The first time I went I made the mistake of going to the art House theatre. It was packed out, next time we went to the multiplex and had the place pretty much to ourselves.
@izzythepush,
I love the theater. Unfortunately, the elements doth conspire against me.
Perhaps four years ago - long enough I no longer recall - they cleared off one of the final remnants of pine forest at the corner of my neighborhood. It took most of the succeeding time to construct an elaborate daycare center. Now it's finished and it sits like Terlingua abandoned in the Big Bend country. For nearly six months they've had a sign proclaiming "enrollment now being taken." For a time somebody showed up daily. But nobody has been there for a while. Just a symptom of the times, I suppose.
@edgarblythe,
I had a very encouraging meeting with someone who runs an art venue about putting on a panto I've written.
Play is too fine a term for this bollocks.
@izzythepush,
I almost wrote a play once. Then I realized I was not equipped to pull it off.
@edgarblythe,
It's a long way from being a reality, if it is put on it will be next Christmas not this one.
It's very crude and vulgar, full of filthy jokes.
It's a panto for over 18s.
@izzythepush,
Nothing wrong with that. I have produced one novel that has enough crude happenings and language that it stays locked in a file cabinet, way in the back. I will be dead before anybody else sees it.
@edgarblythe,
Over here pantomimes are an annual event they come out at Christmas and are family friendly with lots of audience participation. They are loosely based around Fairy Tales.
They're a mixed bag, some are very good and some have attracted famous American actors, both Henry Winkler and David Hasselhoff have done panto season and gone down very well.
As a rule of thumb though it's best to avoid the big productions because they tend to be full of celebrities, currently a lot from reality TV who can't act.

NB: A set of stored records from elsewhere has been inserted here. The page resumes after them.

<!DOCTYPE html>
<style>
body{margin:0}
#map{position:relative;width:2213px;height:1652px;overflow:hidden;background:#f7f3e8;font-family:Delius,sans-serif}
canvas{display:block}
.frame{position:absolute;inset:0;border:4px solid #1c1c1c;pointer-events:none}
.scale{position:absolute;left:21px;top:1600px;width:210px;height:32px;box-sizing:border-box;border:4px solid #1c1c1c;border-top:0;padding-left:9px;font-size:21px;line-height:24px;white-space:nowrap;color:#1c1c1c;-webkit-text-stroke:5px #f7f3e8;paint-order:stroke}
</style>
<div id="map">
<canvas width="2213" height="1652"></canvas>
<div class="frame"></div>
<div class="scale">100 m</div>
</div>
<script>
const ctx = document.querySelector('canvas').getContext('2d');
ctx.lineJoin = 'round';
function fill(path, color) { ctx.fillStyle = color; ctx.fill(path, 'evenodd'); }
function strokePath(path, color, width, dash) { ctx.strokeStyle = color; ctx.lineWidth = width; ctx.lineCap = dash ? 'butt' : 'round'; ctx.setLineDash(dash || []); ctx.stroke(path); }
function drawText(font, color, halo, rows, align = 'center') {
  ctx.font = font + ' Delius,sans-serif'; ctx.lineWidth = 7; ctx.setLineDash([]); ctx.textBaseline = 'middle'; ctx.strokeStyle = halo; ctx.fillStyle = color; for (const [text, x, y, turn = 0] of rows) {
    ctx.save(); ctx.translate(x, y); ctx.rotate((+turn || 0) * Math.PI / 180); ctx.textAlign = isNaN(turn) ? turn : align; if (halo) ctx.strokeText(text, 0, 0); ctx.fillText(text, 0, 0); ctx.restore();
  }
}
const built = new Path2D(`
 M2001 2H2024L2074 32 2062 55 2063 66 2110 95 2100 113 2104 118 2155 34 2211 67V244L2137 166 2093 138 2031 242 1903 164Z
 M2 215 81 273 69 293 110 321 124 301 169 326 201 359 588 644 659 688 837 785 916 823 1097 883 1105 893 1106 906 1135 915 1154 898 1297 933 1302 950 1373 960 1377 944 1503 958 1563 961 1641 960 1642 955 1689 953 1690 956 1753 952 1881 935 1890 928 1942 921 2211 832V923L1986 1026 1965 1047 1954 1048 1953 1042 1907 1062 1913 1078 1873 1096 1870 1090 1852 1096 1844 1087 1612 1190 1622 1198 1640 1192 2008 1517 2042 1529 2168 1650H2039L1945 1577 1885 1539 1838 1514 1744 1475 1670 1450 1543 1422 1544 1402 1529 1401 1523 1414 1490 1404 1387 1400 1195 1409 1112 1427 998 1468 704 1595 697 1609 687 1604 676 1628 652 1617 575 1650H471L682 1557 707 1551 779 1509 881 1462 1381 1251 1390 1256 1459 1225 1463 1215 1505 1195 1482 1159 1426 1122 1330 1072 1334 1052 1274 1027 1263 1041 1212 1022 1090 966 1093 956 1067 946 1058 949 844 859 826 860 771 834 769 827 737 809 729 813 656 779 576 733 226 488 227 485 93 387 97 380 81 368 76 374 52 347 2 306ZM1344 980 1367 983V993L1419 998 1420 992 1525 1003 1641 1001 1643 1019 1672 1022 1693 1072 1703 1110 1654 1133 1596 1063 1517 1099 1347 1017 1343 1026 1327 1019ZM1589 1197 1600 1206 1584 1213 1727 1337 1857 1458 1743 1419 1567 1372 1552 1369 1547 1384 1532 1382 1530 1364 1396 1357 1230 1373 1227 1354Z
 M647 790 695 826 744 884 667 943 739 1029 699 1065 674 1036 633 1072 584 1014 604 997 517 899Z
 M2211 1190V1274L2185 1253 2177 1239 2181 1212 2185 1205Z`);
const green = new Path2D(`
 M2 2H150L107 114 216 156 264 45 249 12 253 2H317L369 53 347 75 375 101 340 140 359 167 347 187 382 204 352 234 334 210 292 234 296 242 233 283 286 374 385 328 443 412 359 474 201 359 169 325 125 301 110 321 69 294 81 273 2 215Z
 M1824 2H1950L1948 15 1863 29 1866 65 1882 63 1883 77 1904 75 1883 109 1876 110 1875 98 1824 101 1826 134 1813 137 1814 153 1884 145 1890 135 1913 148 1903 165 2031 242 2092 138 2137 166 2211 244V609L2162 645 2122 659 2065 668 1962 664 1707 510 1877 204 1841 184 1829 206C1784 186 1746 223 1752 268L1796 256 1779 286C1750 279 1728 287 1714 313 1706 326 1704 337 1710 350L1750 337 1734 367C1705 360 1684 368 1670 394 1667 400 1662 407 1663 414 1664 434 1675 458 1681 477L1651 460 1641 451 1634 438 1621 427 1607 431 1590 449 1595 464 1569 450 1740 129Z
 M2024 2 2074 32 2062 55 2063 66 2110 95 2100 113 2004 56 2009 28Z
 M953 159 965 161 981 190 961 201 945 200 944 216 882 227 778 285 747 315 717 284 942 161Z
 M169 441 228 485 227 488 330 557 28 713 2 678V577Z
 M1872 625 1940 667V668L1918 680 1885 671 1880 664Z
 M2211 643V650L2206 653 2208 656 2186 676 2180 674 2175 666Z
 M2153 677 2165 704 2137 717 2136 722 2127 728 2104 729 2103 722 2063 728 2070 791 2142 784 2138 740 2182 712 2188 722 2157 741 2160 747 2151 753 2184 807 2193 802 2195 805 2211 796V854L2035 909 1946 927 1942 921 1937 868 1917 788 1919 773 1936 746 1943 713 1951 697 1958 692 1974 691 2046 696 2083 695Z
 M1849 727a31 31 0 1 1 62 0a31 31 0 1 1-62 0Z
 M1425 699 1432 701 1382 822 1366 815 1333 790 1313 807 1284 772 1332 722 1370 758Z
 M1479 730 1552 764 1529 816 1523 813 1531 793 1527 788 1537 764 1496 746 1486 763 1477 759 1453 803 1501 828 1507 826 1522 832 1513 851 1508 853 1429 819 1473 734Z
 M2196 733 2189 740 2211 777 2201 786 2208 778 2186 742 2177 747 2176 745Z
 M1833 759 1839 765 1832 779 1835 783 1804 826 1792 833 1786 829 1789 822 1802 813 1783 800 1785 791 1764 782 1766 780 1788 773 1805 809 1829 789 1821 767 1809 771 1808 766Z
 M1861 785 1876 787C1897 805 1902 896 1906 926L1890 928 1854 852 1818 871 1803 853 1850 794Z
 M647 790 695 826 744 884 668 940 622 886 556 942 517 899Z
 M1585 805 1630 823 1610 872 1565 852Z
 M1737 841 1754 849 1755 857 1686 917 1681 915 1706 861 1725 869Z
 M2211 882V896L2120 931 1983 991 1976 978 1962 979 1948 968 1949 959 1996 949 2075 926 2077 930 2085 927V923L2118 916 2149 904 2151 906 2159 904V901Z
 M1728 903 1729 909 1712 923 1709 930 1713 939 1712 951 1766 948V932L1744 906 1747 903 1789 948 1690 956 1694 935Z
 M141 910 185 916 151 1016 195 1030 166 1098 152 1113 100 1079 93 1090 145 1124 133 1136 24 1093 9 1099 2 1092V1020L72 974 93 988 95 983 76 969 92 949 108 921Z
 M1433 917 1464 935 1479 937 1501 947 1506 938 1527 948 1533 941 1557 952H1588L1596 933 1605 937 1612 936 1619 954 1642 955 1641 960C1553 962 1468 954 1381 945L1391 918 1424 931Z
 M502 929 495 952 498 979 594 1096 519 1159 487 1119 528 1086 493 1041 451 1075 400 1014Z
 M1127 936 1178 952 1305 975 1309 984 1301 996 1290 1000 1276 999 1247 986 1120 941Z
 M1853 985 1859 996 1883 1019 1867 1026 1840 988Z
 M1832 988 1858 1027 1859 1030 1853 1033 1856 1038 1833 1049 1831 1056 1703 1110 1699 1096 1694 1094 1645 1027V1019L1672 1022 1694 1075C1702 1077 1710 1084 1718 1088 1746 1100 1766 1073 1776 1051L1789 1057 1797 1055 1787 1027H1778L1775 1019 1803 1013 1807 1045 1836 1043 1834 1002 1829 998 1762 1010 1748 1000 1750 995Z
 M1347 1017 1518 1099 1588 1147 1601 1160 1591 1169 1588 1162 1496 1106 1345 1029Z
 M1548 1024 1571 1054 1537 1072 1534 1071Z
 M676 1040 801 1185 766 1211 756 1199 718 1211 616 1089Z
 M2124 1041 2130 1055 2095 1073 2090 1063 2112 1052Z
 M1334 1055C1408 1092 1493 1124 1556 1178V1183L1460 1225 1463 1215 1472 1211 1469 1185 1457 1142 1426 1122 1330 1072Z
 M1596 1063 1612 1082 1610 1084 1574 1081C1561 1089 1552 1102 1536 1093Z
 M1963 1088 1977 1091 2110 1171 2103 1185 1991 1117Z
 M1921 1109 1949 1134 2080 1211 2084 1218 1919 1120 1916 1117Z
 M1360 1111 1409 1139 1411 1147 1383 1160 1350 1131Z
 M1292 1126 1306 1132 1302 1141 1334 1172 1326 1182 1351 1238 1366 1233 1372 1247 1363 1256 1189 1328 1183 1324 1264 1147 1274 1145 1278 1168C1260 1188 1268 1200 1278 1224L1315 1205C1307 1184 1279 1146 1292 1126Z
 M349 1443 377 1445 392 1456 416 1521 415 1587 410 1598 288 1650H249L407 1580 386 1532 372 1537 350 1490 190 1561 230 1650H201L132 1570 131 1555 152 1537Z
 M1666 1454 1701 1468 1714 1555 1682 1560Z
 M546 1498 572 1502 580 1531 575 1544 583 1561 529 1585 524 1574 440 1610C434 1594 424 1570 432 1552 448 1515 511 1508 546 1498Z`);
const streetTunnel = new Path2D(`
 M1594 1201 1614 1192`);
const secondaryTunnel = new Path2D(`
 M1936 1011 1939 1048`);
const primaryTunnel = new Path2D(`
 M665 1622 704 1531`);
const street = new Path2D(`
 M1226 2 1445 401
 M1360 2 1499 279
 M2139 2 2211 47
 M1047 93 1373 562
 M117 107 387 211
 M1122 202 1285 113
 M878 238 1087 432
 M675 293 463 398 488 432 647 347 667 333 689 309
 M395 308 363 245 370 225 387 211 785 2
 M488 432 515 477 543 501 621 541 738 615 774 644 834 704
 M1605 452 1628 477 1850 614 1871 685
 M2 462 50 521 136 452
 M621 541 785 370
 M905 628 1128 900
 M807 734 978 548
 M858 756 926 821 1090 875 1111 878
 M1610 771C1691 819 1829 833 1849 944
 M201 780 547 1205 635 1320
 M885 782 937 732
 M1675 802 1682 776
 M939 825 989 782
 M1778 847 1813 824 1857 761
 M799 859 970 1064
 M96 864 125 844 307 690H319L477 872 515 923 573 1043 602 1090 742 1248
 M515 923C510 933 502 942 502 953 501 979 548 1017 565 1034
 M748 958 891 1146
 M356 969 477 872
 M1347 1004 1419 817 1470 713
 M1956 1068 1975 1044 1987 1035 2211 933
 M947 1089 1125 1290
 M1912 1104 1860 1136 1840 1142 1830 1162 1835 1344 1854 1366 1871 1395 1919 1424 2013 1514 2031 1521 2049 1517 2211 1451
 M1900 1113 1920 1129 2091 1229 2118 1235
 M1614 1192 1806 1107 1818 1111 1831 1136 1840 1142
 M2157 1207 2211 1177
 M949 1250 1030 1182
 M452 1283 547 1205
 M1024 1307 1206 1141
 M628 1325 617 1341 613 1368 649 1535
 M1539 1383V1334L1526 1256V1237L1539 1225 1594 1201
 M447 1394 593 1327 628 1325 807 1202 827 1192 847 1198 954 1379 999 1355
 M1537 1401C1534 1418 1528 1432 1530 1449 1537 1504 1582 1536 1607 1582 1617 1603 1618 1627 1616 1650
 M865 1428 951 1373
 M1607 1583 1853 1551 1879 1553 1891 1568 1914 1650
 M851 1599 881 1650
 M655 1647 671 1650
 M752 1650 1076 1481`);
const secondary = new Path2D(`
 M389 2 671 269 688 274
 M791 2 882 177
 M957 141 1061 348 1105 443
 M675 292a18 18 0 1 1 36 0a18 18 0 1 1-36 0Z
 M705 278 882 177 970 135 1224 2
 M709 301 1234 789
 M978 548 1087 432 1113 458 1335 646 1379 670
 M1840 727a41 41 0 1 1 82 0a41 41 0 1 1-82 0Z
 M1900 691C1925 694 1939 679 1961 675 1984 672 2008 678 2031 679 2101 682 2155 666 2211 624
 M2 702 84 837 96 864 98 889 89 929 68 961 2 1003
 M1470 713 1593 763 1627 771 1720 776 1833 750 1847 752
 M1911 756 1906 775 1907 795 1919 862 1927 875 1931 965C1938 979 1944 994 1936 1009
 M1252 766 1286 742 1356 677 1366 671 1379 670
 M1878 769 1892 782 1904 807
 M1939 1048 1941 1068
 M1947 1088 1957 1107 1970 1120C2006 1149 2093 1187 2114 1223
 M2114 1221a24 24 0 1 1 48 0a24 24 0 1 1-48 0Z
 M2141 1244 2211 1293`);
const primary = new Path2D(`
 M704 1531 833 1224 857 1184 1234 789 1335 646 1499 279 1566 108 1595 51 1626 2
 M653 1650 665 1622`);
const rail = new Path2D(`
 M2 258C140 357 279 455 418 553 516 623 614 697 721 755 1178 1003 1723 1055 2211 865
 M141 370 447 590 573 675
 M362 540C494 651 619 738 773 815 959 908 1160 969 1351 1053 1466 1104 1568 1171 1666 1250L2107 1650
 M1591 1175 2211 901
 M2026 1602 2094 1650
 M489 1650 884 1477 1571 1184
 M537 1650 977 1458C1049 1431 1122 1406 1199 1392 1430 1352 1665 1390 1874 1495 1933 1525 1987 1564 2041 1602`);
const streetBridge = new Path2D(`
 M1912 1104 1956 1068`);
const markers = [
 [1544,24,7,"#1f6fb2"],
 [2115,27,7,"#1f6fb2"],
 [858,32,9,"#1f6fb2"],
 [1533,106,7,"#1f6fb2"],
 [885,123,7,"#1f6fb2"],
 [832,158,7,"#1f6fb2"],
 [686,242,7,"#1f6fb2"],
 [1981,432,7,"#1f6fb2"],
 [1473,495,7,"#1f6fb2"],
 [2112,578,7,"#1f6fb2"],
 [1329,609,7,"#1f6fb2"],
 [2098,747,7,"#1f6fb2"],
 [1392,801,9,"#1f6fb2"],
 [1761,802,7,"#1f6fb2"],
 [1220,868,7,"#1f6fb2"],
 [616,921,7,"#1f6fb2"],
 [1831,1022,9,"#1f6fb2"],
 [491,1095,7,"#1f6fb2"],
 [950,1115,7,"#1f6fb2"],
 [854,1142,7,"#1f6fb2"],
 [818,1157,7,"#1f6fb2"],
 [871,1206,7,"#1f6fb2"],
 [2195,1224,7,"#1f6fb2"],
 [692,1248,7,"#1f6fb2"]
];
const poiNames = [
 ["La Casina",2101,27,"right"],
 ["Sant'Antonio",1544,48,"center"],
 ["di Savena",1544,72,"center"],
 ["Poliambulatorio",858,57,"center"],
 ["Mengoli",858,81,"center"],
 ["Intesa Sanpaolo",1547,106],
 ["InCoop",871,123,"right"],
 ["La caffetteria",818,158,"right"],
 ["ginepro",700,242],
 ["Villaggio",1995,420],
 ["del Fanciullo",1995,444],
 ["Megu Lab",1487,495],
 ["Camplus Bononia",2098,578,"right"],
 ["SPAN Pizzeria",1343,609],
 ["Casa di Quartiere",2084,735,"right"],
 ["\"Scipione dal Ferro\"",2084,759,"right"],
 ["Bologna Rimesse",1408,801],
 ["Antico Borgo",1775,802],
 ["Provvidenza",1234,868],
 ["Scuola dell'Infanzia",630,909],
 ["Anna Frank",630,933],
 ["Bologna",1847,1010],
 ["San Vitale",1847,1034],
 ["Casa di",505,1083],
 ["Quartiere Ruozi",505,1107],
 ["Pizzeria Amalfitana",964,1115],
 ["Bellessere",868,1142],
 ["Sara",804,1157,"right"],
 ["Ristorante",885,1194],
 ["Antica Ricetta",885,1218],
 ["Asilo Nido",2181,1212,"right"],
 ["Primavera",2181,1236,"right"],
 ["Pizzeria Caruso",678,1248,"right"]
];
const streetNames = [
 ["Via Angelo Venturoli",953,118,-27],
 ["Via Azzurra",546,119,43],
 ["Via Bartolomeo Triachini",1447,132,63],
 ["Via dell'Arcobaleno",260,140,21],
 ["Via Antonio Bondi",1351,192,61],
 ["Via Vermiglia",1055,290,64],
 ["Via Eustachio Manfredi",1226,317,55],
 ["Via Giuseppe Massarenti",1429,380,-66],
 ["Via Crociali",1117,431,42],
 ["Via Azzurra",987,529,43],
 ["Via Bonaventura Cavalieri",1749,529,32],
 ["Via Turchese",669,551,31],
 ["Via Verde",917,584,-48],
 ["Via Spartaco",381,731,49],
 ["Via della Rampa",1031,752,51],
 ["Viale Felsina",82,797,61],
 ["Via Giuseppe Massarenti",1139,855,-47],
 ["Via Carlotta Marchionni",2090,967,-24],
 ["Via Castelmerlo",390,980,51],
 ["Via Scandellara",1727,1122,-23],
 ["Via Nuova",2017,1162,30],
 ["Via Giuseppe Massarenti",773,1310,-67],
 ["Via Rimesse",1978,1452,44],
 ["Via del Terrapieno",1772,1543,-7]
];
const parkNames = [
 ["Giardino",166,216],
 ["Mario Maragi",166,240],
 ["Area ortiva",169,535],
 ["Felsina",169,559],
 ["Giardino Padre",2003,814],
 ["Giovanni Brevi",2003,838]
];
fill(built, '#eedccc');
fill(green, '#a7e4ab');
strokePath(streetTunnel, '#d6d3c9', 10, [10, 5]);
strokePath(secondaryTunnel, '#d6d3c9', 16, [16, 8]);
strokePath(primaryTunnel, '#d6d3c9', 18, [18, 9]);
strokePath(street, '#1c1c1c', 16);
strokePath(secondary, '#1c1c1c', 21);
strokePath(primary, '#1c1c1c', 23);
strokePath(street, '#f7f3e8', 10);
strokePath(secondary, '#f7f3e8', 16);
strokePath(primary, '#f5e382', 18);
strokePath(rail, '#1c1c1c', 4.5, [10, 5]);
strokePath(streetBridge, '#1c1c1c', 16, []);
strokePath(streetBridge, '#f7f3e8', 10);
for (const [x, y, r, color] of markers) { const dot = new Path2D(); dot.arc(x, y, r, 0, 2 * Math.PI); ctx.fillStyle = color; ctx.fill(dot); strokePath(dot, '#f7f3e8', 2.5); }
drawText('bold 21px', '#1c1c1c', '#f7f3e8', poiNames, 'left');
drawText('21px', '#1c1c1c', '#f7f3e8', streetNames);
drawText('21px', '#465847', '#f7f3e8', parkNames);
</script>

I you go outside the big cities they are put on by actors who can act.
Having said that I took my youngest to a production of Puss in Boots that I did not enjoy at all. It was alright for him, he was very young at the time, and all of the actors were very talented. All of them could play a musical instrument and there was a lot of singing and dancing.
I didn't laugh once,or even smile, there were some jokes but they weren't funny at all.
That's what inspired me to write mine, no singing, no dancing just gag after gag after gag. Most "adult" pantos over here have gone the same way as Carry On and Benny Hill and I want to get as far away from that as possible. It's more like Derek and Clive which is a whole different level of crudity, not sexy at all.
If you could get it on video I would be interested to see it. If we have something like that over here, it's not anywhere I have heard about.
@edgarblythe,
That's very kind of you, it won't be for a year at the latest.
The BBC tend to show a panto every year and I'm sure some of those mag have made their way on to youtube.
If you don't have any luck with panto or pantomime, you could try searching for popular titles.
Jack and the Beanstalk
Snow White
Cinderella
Sleeping Beauty
Aladdin,
Babes in the Wood
Robinson Crusoe.
Similar to Disney Films but some others as well.
The Astros baseball team has played so well in Boston it's almost a shame they have to finish the series elsewhere.